Records from a data source
*****

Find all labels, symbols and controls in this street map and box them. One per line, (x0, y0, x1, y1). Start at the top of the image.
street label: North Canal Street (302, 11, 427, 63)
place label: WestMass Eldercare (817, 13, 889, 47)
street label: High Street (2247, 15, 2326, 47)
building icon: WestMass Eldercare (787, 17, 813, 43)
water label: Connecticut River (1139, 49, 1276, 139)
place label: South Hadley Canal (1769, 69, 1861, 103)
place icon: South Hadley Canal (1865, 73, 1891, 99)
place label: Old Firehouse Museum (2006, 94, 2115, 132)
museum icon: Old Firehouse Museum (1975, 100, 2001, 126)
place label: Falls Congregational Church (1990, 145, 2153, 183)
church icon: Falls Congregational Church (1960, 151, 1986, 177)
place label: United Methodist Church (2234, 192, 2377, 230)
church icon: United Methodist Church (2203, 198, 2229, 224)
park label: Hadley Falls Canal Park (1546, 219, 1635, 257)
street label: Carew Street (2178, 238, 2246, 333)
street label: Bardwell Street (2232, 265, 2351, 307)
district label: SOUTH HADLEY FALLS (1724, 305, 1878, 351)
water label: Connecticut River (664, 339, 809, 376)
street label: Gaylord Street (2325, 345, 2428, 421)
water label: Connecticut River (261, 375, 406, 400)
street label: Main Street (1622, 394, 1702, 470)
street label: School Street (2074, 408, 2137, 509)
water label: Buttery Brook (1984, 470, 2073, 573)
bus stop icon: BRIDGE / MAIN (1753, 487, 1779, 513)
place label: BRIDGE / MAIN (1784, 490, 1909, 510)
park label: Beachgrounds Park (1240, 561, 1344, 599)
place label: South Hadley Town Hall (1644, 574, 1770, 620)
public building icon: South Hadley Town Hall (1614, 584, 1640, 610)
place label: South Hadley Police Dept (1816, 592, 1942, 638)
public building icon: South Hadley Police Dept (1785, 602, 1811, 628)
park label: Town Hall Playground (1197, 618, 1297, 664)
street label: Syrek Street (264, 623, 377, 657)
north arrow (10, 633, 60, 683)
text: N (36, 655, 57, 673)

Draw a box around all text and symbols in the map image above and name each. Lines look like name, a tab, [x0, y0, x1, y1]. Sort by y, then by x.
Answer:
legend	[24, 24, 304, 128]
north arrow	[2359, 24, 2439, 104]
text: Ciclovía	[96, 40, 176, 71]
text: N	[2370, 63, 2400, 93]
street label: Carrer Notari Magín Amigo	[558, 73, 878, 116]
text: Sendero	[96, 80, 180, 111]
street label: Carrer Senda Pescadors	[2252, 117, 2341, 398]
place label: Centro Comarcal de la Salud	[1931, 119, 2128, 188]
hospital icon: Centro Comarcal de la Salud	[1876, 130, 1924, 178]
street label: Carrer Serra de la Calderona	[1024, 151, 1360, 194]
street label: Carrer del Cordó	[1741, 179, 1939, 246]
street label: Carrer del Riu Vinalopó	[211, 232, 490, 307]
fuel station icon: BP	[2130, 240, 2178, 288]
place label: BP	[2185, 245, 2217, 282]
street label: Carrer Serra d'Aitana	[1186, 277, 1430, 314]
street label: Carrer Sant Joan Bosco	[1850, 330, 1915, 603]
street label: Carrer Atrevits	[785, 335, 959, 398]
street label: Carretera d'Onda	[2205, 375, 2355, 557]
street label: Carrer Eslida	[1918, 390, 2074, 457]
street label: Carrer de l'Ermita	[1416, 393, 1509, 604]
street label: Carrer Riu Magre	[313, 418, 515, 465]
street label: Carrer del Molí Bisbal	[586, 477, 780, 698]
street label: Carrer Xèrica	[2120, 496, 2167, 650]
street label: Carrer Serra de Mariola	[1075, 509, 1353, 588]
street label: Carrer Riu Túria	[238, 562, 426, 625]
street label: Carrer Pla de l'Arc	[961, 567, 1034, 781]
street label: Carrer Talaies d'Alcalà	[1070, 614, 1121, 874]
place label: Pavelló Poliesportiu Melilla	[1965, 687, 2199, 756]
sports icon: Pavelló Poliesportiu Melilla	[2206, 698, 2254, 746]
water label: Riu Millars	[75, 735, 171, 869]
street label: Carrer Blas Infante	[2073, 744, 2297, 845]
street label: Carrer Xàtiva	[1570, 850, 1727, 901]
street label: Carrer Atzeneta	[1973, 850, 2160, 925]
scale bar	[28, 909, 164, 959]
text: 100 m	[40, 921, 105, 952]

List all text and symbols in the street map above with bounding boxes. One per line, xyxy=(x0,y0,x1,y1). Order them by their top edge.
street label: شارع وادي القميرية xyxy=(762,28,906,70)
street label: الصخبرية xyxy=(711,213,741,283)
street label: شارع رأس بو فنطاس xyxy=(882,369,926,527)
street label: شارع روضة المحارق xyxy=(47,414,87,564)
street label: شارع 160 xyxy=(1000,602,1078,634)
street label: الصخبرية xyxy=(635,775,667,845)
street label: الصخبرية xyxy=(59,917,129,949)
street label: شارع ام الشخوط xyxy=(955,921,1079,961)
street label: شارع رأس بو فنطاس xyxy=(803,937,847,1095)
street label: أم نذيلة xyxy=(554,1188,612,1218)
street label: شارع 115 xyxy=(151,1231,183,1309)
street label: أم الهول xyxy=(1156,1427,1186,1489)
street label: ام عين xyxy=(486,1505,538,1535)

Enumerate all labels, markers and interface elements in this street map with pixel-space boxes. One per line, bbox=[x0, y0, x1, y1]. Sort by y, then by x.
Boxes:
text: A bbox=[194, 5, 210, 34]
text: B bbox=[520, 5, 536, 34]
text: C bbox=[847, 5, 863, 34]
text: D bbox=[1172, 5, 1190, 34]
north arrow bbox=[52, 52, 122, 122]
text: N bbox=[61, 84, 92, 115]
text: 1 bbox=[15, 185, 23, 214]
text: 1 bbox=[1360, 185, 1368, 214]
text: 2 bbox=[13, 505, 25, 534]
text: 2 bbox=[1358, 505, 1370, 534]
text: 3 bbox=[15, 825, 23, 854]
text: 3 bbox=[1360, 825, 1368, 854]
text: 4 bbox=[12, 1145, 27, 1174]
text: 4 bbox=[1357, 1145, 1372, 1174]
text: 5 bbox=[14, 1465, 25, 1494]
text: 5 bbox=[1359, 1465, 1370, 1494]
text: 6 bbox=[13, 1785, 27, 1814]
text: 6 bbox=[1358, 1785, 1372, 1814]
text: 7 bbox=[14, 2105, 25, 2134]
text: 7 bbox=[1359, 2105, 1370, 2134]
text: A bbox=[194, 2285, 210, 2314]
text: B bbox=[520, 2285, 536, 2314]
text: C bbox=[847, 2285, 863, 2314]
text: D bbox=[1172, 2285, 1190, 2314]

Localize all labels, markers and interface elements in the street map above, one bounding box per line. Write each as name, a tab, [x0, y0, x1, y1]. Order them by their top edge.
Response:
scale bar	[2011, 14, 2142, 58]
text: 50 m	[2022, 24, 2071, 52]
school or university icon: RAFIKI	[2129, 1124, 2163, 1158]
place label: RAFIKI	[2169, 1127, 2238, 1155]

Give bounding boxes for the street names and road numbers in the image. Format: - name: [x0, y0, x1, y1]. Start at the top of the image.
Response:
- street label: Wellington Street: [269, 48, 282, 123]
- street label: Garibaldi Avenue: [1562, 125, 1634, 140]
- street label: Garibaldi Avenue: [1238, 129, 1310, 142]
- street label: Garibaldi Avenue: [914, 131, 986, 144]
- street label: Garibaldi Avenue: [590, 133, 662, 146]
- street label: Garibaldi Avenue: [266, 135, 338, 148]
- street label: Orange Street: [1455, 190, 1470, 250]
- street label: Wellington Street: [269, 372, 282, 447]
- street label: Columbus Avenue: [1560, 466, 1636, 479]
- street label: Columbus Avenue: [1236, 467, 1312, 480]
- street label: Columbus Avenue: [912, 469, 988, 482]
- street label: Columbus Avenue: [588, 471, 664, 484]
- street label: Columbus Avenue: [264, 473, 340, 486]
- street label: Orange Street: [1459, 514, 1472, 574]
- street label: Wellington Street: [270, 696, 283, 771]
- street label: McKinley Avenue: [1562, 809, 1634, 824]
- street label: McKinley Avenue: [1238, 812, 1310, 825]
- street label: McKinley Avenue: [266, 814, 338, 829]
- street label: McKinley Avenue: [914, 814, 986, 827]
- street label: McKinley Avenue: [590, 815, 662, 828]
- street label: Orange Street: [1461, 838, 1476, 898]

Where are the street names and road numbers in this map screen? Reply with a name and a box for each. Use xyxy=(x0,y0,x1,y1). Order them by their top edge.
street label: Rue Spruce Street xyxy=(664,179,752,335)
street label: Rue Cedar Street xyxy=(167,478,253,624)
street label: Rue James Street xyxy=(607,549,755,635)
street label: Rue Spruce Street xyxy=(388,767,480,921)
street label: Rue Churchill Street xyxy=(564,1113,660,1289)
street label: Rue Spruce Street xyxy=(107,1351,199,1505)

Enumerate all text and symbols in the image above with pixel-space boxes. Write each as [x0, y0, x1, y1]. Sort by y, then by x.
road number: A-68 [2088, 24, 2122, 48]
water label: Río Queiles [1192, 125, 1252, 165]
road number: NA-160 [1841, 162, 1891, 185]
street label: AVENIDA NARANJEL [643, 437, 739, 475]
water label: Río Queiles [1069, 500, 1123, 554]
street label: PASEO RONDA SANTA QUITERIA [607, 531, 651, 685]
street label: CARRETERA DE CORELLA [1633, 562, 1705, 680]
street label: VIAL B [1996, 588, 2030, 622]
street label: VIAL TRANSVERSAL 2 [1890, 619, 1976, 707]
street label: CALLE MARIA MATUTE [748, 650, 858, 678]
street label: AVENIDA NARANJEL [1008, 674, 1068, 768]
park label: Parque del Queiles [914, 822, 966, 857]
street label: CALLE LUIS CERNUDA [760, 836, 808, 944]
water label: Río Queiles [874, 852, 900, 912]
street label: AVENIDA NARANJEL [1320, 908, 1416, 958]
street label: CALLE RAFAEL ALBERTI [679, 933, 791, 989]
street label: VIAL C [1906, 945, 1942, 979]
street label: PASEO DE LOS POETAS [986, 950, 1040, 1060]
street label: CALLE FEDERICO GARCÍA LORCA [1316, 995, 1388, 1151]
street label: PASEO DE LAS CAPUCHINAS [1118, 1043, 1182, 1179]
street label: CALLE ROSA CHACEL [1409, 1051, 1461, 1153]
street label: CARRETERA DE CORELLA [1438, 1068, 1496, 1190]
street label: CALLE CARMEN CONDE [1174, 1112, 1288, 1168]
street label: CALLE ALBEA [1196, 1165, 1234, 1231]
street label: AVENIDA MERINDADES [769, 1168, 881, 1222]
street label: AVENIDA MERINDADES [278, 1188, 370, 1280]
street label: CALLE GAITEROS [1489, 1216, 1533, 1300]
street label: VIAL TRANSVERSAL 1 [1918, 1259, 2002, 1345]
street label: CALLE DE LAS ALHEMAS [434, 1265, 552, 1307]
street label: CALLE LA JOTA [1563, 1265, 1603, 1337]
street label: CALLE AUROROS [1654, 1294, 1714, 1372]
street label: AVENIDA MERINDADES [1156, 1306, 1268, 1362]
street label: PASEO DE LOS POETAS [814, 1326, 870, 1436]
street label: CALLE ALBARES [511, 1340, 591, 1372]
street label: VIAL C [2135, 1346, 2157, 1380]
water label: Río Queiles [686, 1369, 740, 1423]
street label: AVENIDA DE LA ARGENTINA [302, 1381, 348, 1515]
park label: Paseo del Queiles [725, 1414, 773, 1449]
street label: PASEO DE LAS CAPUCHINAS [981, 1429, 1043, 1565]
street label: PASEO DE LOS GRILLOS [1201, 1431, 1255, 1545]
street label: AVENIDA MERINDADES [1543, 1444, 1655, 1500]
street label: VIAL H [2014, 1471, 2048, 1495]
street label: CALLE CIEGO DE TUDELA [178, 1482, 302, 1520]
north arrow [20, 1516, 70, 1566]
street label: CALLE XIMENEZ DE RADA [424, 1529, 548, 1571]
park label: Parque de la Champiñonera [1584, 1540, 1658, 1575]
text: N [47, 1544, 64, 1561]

*****

**Exercise aim:**
Will you return exactly the lines above from the one with "List all text" down to the one with "Give bounding boxes", counting both as part of the range?

**Output for this task:**
List all text and symbols in the street map above with bounding boxes. One per line, xyxy=(x0,y0,x1,y1). Order them by their top edge.
street label: شارع وادي القميرية xyxy=(762,28,906,70)
street label: الصخبرية xyxy=(711,213,741,283)
street label: شارع رأس بو فنطاس xyxy=(882,369,926,527)
street label: شارع روضة المحارق xyxy=(47,414,87,564)
street label: شارع 160 xyxy=(1000,602,1078,634)
street label: الصخبرية xyxy=(635,775,667,845)
street label: الصخبرية xyxy=(59,917,129,949)
street label: شارع ام الشخوط xyxy=(955,921,1079,961)
street label: شارع رأس بو فنطاس xyxy=(803,937,847,1095)
street label: أم نذيلة xyxy=(554,1188,612,1218)
street label: شارع 115 xyxy=(151,1231,183,1309)
street label: أم الهول xyxy=(1156,1427,1186,1489)
street label: ام عين xyxy=(486,1505,538,1535)

Enumerate all labels, markers and interface elements in this street map with pixel-space boxes. One per line, bbox=[x0, y0, x1, y1]. Sort by y, then by x.
Boxes:
text: A bbox=[194, 5, 210, 34]
text: B bbox=[520, 5, 536, 34]
text: C bbox=[847, 5, 863, 34]
text: D bbox=[1172, 5, 1190, 34]
north arrow bbox=[52, 52, 122, 122]
text: N bbox=[61, 84, 92, 115]
text: 1 bbox=[15, 185, 23, 214]
text: 1 bbox=[1360, 185, 1368, 214]
text: 2 bbox=[13, 505, 25, 534]
text: 2 bbox=[1358, 505, 1370, 534]
text: 3 bbox=[15, 825, 23, 854]
text: 3 bbox=[1360, 825, 1368, 854]
text: 4 bbox=[12, 1145, 27, 1174]
text: 4 bbox=[1357, 1145, 1372, 1174]
text: 5 bbox=[14, 1465, 25, 1494]
text: 5 bbox=[1359, 1465, 1370, 1494]
text: 6 bbox=[13, 1785, 27, 1814]
text: 6 bbox=[1358, 1785, 1372, 1814]
text: 7 bbox=[14, 2105, 25, 2134]
text: 7 bbox=[1359, 2105, 1370, 2134]
text: A bbox=[194, 2285, 210, 2314]
text: B bbox=[520, 2285, 536, 2314]
text: C bbox=[847, 2285, 863, 2314]
text: D bbox=[1172, 2285, 1190, 2314]

Localize all labels, markers and interface elements in the street map above, one bounding box per line. Write each as name, a tab, [x0, y0, x1, y1]. Order them by their top edge.
Response:
scale bar	[2011, 14, 2142, 58]
text: 50 m	[2022, 24, 2071, 52]
school or university icon: RAFIKI	[2129, 1124, 2163, 1158]
place label: RAFIKI	[2169, 1127, 2238, 1155]

Give bounding boxes for the street names and road numbers in the image. Format: - name: [x0, y0, x1, y1]. Start at the top of the image.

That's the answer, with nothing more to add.